Our take
Given the event risk around the FOMC decision and the various summits and trade talks taking place in Asia, some month-end rebalancing flow was likely brought forward toward the end of last week. Regardless of the timing, market sentiment has erred toward risk-off throughout October, with commensurate FX flows in iFlow Carry turning statistically significant and negative during the second half of the month. Consequently, we would expect general rebalancing to err on the side of risk-on, or at least not point to further damaging flow for high-yielding currencies. However, as equity markets did not register extremely aggressive moves (iFlow Mood moved back to neutral in the final third of the month), the excess underperformance of risk assets that would normally require a positive offset did not apply.
Ultimately, we have only identified three currencies that may face significant equity-based rebalancing (Exhibit #1): ZAR, CHF and CAD. ZAR and CAD registered very strong marginal performance in equities. This is likely due to South Africa and Canada’s unique exposures to mining performance, as gold and rare earths/strategic metals are generating strong allocation interest, for different reasons. Even though ZAR was net sold through October, investors remain heavily overexposed; CAD was the second-best performing currency in flow terms in the first three weeks of October so rebalancing need is materializing on both the equity and FX leg.
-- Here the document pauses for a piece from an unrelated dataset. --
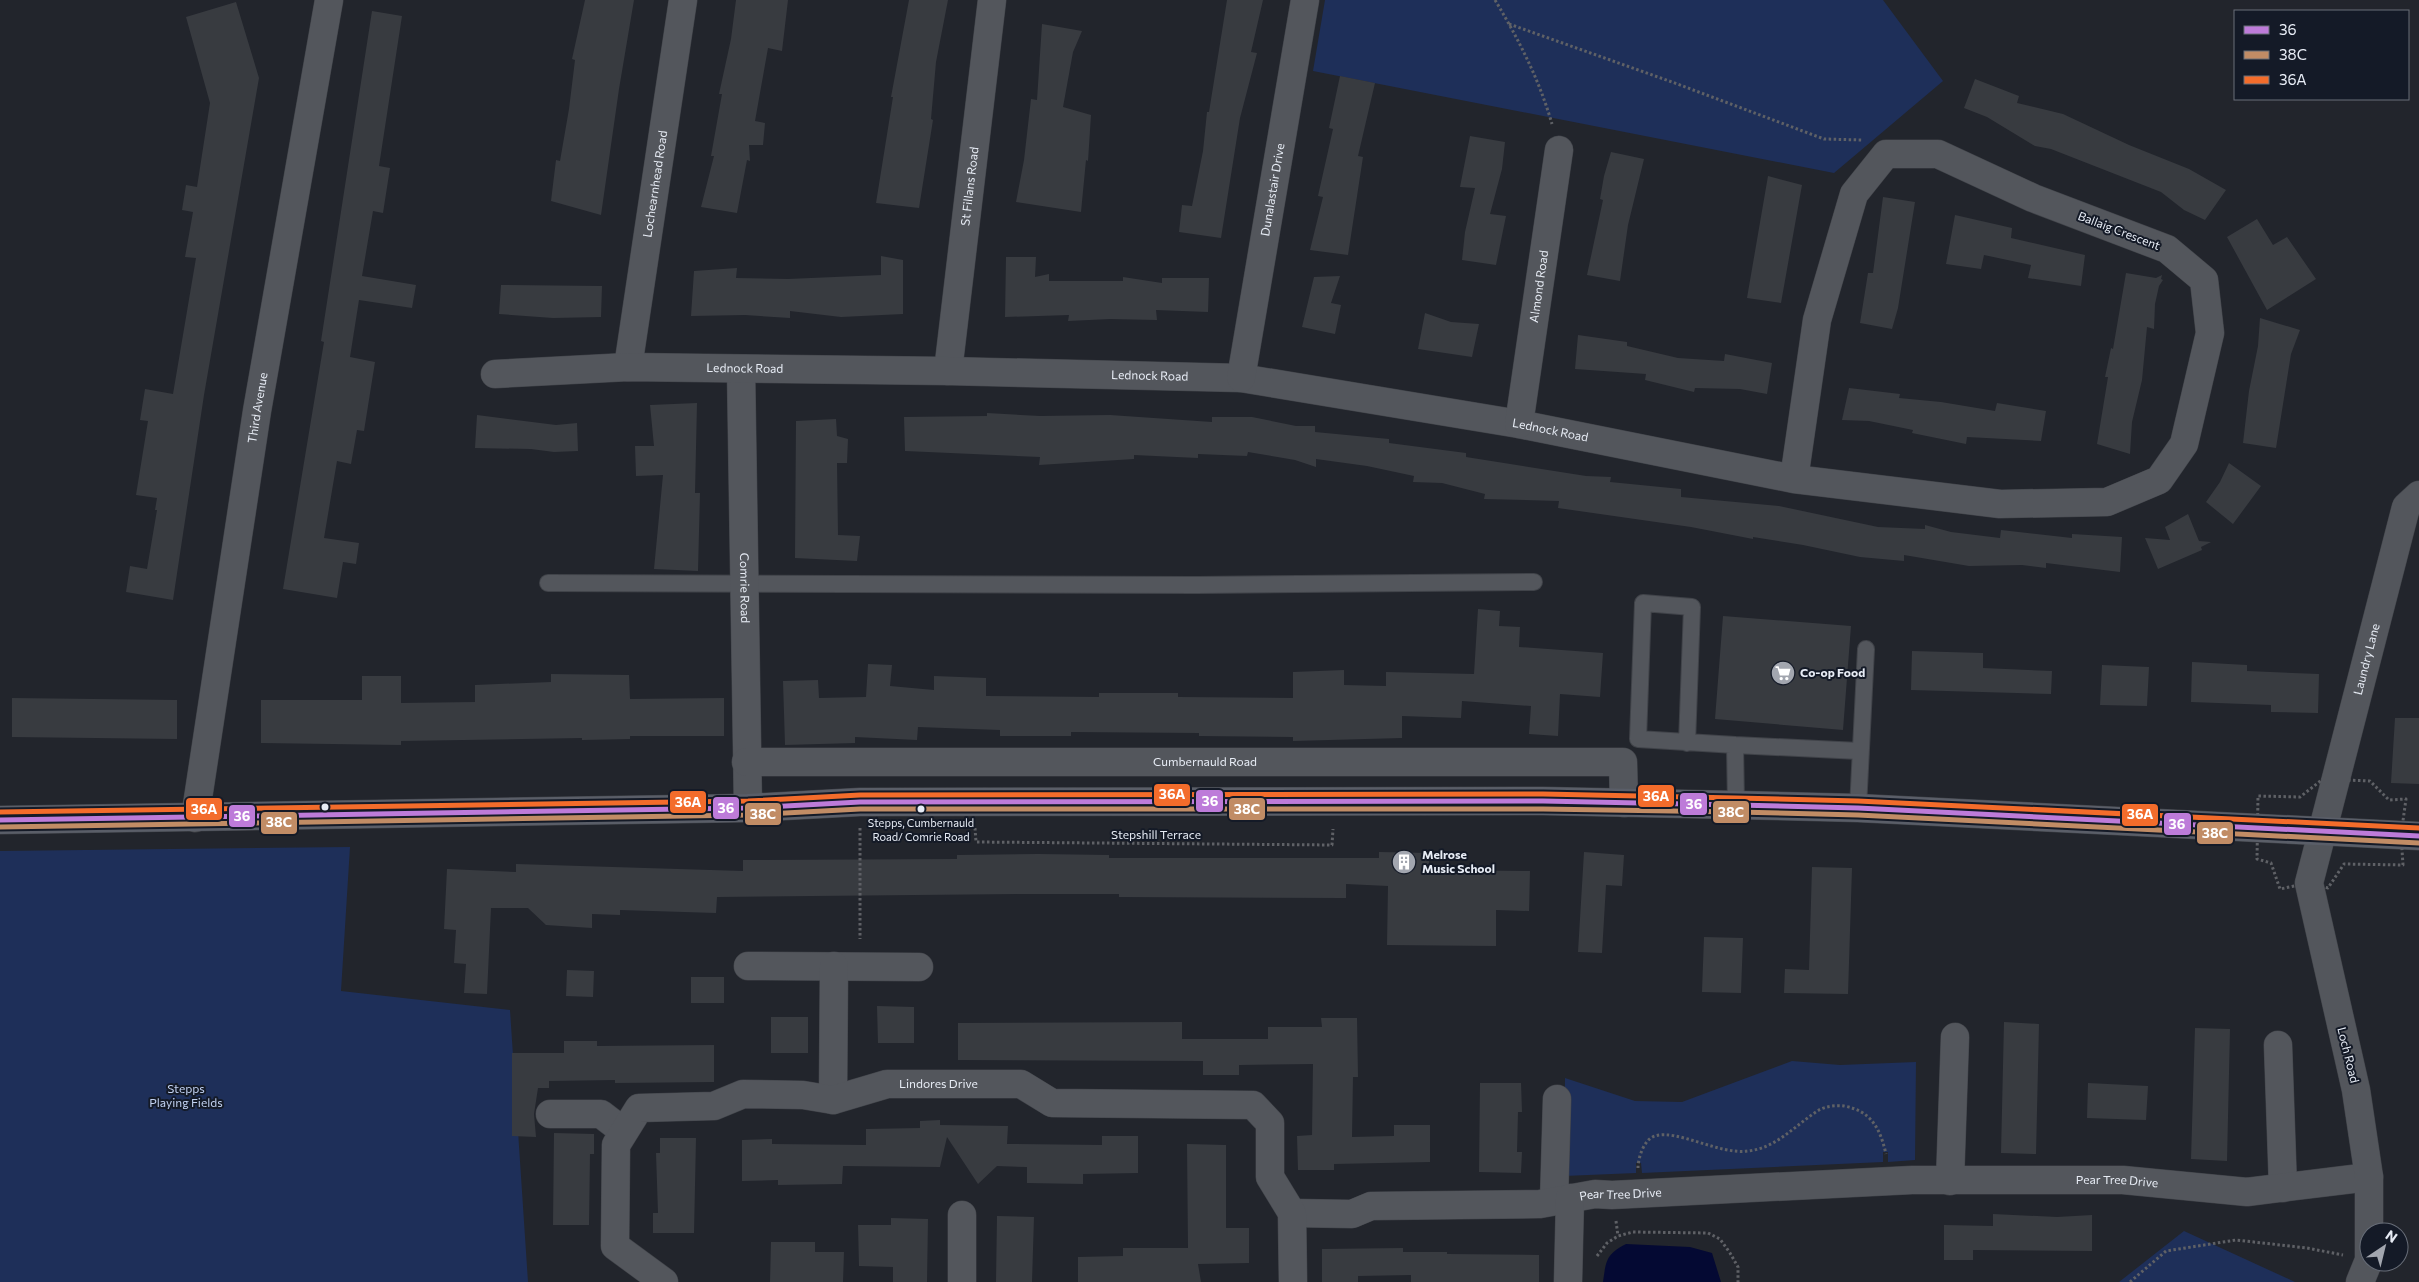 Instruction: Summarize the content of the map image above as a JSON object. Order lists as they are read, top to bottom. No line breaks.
{"streets":{"street":["Lochearnhead Road","St Fillans Road","Dunalastair Drive","Ballaig Crescent","Almond Road","Lednock Road","Third Avenue","Comrie Road","Laundry Lane","Cumbernauld Road","Loch Road","Lindores Drive","Pear Tree Drive"],"path":["Stepshill Terrace"]},"crossings":[["Lochearnhead Road","Lednock Road"],["St Fillans Road","Lednock Road"],["Dunalastair Drive","Lednock Road"],["Ballaig Crescent","Lednock Road"],["Almond Road","Lednock Road"],["Lednock Road","Comrie Road"],["Comrie Road","Cumbernauld Road"],["Laundry Lane","Loch Road"],["Loch Road","Pear Tree Drive"],["Lindores Drive","Pear Tree Drive"]],"parks":["Stepps Playing Fields"],"places":{"supermarket":["Co-op Food"],"other":["Stepps, Cumbernauld Road/ Comrie Road"],"building":["Melrose Music School"]},"lines":["transit line 36A","transit line 36","transit line 38C"],"legend":["36","38C","36A"],"north":"top right"}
Furthermore, if the BoC leans toward caution due to renewed trade-based stress, CAD sales will face little resistance.
CHF’s rebalancing need is solely due to its strong performance in October, as it was the best-bought out of the fifteen currencies we track for rebalancing purposes. The currency will likely struggle the most if carry interest returns.
Forward look
With the Fed on course to cut rates further in the wake of the September CPI print, there is a “soft” case for gradual recovery in carry interest, but the best the market can hope for is non-escalation on the trade and geopolitical front. There is a similar story in macro terms, as most high-yielding currencies will continue to face central bank easing pressures, with rate cuts more likely as soon as some degree of currency stability is realized. Consequently, not only are there no net purchase signals for the likes MXN, BRL or INR, but further mean reversion beyond month-end rebalancing could just mean “less selling” of carry names rather than outright strong inflows.